L'objet de cet article n'étant pas de contribuer à la réflexion sur la classification des Epiplatys mais simplement d'en permettre une meilleure connaissance par les aquariophiles, nous n'entrerons donc pas dans les problèmes de classification. Retenons cependant que divers groupes ont été établis, mais qu'ils font encore l'objet de discussions, certains auteurs contestant la création même de certains groupes ou la classification de certaines espèces à l'intérieur de ceux-ci. Pour mémoire nous retiendrons que les groupes les plus importants sont les suivants : bifasciatus/spilargyreius, dageti/chaperi, fasciolatus, multifasciatus, roloffi/lamottei, sexfasciatus.
L'étude systématique des Epiplatys est ainsi encore loin d'être terminée et il est pratiquement certain que les prochaines années verront l'apparition de nouvelles espèces ainsi que des révisions dans la classification de celles actuellement décrites, notamment à l'intérieur du groupe fasciolatus. Même pour les espèces déterminées avec certitude, la coloration peut fortement varier selon le lieu de collecte. Cette variabilité de coloration, en fonction du lieu de collecte, a permis aux spécialistes de distinguer diverses populations à l'intérieur d'une même espèce, comme cela existe pour certains Cichlidés africains, notamment les Tropheus ou certains Pelvicachromis. Mais en fait, pour les Epiplatys comme pour tous les killies, cette notion de population est encore beaucoup plus développée que pour les Cichlidés. En effet, on peut dire que chaque rivière ou même chaque ruisseau abrite sa propre population avec variation de coloration. Ainsi, par exemple, lors d'une prospection aux environs de Freetown en Sierra Leone, j'ai pu collecter, dans deux ruisseaux totalement indépendants mais distants de moins de deux kilomètres, deux populations d'E. fasciolatus très proches mais cependant distinctes, présentant exactement la même coloration corporelle mais un dessin des nageoires anales différent. Tous les mâles de chaque ruisseau avaient les mêmes caractéristiques.
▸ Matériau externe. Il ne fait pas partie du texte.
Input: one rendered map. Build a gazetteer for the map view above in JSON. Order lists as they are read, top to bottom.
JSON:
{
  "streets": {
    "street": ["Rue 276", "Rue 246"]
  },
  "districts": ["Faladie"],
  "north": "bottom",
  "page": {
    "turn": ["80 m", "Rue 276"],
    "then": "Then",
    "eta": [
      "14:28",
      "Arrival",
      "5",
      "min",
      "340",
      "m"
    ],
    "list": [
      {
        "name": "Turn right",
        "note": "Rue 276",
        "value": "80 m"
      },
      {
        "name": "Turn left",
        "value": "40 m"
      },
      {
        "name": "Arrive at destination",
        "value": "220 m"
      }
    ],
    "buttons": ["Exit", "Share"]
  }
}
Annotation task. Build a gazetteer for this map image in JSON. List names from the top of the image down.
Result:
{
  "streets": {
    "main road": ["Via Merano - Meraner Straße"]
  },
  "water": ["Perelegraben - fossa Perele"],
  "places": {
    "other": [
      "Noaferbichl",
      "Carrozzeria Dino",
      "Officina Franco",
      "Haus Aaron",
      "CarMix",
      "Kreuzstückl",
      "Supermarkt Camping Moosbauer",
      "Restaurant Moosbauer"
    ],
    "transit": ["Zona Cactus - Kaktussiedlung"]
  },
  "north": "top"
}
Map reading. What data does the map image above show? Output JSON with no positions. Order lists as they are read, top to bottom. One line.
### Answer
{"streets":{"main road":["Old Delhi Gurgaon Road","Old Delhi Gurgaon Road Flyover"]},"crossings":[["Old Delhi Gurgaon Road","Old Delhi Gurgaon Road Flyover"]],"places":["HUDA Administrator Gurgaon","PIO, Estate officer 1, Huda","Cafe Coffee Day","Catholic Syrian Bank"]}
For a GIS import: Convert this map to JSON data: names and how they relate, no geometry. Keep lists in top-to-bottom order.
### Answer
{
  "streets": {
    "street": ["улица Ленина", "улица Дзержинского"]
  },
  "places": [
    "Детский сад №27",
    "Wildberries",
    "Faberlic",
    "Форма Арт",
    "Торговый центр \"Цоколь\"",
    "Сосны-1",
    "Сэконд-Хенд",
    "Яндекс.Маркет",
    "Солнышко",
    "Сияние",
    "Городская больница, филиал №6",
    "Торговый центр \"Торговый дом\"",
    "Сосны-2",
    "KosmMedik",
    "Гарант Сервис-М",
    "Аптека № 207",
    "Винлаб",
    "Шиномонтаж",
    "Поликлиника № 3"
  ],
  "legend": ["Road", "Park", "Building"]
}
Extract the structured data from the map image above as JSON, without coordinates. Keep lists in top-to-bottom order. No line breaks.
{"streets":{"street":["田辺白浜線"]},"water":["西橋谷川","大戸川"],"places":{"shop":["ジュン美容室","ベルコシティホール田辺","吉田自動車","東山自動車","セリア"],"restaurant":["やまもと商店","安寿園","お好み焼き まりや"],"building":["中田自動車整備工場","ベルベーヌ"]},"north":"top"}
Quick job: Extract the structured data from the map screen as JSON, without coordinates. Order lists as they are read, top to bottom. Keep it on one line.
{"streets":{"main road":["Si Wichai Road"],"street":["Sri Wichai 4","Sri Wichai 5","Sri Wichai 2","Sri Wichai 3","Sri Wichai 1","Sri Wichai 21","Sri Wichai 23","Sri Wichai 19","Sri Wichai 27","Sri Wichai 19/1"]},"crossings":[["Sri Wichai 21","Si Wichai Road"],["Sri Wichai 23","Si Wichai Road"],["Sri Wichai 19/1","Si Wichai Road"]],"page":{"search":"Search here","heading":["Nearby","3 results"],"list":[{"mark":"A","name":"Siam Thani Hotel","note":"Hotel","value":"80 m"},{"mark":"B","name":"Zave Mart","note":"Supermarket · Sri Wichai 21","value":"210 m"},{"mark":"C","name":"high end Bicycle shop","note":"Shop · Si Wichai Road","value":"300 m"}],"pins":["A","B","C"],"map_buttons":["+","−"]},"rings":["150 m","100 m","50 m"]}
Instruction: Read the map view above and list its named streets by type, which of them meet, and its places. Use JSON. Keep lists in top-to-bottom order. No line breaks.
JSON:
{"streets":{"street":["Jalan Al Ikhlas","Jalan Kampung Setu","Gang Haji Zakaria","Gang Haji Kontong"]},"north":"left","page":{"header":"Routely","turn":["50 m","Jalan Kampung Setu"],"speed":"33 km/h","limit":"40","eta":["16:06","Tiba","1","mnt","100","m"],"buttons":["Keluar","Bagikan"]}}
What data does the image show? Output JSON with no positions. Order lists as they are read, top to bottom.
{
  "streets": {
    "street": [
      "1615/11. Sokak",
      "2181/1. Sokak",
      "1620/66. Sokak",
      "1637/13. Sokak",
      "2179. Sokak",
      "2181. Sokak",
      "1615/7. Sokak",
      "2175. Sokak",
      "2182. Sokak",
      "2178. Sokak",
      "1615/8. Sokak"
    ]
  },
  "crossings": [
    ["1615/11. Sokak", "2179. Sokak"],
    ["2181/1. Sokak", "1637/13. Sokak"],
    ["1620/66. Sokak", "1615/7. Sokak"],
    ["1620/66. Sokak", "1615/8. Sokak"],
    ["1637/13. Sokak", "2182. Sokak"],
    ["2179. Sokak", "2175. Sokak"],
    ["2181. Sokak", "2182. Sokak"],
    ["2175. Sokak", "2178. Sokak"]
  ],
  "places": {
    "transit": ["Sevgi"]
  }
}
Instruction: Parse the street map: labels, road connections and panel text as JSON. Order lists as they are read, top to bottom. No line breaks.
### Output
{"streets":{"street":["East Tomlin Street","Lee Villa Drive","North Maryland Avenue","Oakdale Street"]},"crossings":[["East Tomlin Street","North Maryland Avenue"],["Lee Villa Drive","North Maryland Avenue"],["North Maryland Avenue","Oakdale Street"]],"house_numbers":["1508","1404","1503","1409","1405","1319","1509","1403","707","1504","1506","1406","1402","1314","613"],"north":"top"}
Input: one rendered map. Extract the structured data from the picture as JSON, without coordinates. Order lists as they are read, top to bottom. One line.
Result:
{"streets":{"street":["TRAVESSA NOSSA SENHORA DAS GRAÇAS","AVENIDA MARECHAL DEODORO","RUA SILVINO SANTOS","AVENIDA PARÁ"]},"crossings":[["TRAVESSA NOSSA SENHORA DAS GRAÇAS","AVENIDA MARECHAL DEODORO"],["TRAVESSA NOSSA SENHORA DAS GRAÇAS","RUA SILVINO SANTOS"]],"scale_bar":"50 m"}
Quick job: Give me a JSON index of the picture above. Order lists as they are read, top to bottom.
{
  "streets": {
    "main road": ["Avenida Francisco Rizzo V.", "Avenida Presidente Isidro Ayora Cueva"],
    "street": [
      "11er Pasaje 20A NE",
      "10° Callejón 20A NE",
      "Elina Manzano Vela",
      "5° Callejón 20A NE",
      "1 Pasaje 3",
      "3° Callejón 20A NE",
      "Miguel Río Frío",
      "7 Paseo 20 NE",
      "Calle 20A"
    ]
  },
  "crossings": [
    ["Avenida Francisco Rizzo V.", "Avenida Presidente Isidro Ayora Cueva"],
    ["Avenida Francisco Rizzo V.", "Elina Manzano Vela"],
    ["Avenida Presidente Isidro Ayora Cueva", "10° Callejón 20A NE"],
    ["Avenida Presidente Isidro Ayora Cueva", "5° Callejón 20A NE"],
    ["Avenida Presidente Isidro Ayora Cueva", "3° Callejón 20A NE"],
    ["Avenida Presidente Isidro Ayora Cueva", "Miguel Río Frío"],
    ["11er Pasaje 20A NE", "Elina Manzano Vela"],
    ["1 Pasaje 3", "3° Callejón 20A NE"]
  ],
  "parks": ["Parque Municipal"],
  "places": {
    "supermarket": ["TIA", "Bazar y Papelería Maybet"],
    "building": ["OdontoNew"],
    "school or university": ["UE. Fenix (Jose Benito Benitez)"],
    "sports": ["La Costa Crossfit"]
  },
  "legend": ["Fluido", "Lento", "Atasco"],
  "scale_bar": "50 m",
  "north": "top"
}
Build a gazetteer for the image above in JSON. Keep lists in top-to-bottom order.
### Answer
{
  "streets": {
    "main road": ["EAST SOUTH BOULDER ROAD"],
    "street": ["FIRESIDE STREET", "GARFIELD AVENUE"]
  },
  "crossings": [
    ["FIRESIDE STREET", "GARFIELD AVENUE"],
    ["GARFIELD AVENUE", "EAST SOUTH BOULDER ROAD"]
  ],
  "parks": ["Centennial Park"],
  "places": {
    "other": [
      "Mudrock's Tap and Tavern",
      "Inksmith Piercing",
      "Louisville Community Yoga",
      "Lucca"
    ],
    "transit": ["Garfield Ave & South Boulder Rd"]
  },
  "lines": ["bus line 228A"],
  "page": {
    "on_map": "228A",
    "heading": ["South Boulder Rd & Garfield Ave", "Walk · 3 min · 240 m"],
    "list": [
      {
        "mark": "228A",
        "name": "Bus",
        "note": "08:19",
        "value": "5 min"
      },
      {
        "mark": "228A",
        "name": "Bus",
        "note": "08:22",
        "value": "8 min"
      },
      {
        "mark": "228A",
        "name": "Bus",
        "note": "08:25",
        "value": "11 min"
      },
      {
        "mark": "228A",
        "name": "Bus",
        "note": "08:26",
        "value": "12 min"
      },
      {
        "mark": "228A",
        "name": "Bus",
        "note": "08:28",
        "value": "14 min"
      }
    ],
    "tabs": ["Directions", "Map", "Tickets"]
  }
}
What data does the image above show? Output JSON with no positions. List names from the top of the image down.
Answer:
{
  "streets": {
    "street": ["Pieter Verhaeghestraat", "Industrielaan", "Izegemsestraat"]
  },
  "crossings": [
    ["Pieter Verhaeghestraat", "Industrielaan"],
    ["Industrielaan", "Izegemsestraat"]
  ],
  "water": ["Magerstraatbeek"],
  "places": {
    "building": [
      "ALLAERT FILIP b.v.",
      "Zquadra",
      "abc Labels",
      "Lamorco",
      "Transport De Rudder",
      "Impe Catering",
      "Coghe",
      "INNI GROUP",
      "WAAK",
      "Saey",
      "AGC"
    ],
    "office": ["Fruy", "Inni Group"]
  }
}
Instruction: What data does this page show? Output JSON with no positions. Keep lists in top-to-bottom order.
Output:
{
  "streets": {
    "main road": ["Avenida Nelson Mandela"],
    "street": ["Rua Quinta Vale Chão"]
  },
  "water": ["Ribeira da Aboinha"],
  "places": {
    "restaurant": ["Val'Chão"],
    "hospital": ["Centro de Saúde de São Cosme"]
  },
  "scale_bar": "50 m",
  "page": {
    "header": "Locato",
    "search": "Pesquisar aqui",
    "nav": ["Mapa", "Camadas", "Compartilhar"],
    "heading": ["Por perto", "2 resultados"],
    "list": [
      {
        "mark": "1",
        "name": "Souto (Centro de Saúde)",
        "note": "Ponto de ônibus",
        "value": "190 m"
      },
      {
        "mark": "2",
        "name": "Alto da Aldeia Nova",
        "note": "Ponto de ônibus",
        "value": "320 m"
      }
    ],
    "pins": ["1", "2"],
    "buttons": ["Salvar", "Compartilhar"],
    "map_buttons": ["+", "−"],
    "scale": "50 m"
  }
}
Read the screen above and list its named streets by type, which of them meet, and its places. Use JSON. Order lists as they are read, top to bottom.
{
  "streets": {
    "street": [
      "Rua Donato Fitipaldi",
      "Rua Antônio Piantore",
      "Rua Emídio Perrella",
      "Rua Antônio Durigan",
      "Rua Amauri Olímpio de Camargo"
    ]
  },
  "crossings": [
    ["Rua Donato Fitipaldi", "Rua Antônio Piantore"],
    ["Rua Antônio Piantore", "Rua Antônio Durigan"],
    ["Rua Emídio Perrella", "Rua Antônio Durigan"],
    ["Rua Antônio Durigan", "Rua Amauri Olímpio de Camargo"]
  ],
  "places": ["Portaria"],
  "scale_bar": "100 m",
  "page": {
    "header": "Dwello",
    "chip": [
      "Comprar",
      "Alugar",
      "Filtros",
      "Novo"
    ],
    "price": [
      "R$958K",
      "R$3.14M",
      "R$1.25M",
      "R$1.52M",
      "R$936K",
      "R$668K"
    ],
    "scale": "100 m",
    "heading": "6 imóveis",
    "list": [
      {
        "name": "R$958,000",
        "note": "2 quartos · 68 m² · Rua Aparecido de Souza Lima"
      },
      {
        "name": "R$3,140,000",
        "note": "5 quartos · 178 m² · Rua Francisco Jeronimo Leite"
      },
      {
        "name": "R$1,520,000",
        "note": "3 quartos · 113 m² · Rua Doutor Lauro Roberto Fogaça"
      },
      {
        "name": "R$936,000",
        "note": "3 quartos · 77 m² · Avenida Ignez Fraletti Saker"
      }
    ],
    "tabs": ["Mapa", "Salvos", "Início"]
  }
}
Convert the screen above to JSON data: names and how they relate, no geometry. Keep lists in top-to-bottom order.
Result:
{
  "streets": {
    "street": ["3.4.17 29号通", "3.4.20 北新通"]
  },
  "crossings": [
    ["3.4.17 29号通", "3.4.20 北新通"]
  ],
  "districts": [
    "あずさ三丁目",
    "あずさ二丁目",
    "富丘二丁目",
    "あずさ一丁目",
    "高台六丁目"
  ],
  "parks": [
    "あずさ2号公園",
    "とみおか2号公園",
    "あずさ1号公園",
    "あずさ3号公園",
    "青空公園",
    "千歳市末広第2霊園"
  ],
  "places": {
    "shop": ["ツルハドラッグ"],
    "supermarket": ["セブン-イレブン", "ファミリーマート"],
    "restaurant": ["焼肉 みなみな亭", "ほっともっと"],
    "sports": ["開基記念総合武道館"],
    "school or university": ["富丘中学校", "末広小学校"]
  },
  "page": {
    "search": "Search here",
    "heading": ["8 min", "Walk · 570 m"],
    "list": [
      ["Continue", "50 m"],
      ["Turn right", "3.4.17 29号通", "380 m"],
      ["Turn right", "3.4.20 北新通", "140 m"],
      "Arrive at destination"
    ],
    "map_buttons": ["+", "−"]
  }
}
Cette variabilité de coloration fait que les éleveurs spécialisés accordent une grande importance au nom de la population attaché aux poisssons qu'ils détiennent. Ainsi, pour E. annulatus, trois populations aux nageoires différemment colorées étaient historiquement connues, à savoir : 'Monrovia " (Liberia), " Conakry "(Guinée) et " Kasewe forest "(Sierra Leone), mais diverses expéditions ont montré qu'en réalité cette espèce se trouvait en de multiples endroits et présentait des particularités de coloration pratiquement à chaque point de collecte. On a pu ainsi rencontrer au cours des dernières années chez les killiphiles des populations différemment colorése d'E. annulatus portant par exemple les noms de " Sowoja ", " Njjala ", " Serabu ", " Ngabu ", ...
Il est très important, pour les aquariophiles détenant et reproduisant des Epiplatys de bien diffuser les poissons issus de leurs reproductions avec les références de leur lieu d'origine. En effet, le fait de bien connaître le nom des pooulations des espèces que l'on détient permet, d'une part de bien conserver en captivité les caractéristiques de coloration propres à chaque population en évitant les croisements entre populations, différentes et, d'autres part, de procéder à des échanges de spécimen entre amateurs, dans le but de lutter contre la consanguinité ou de reconstituer par exemple un couple d'une population déterminée alors que l'on ne possède plus qu'un mâle ou une femelle.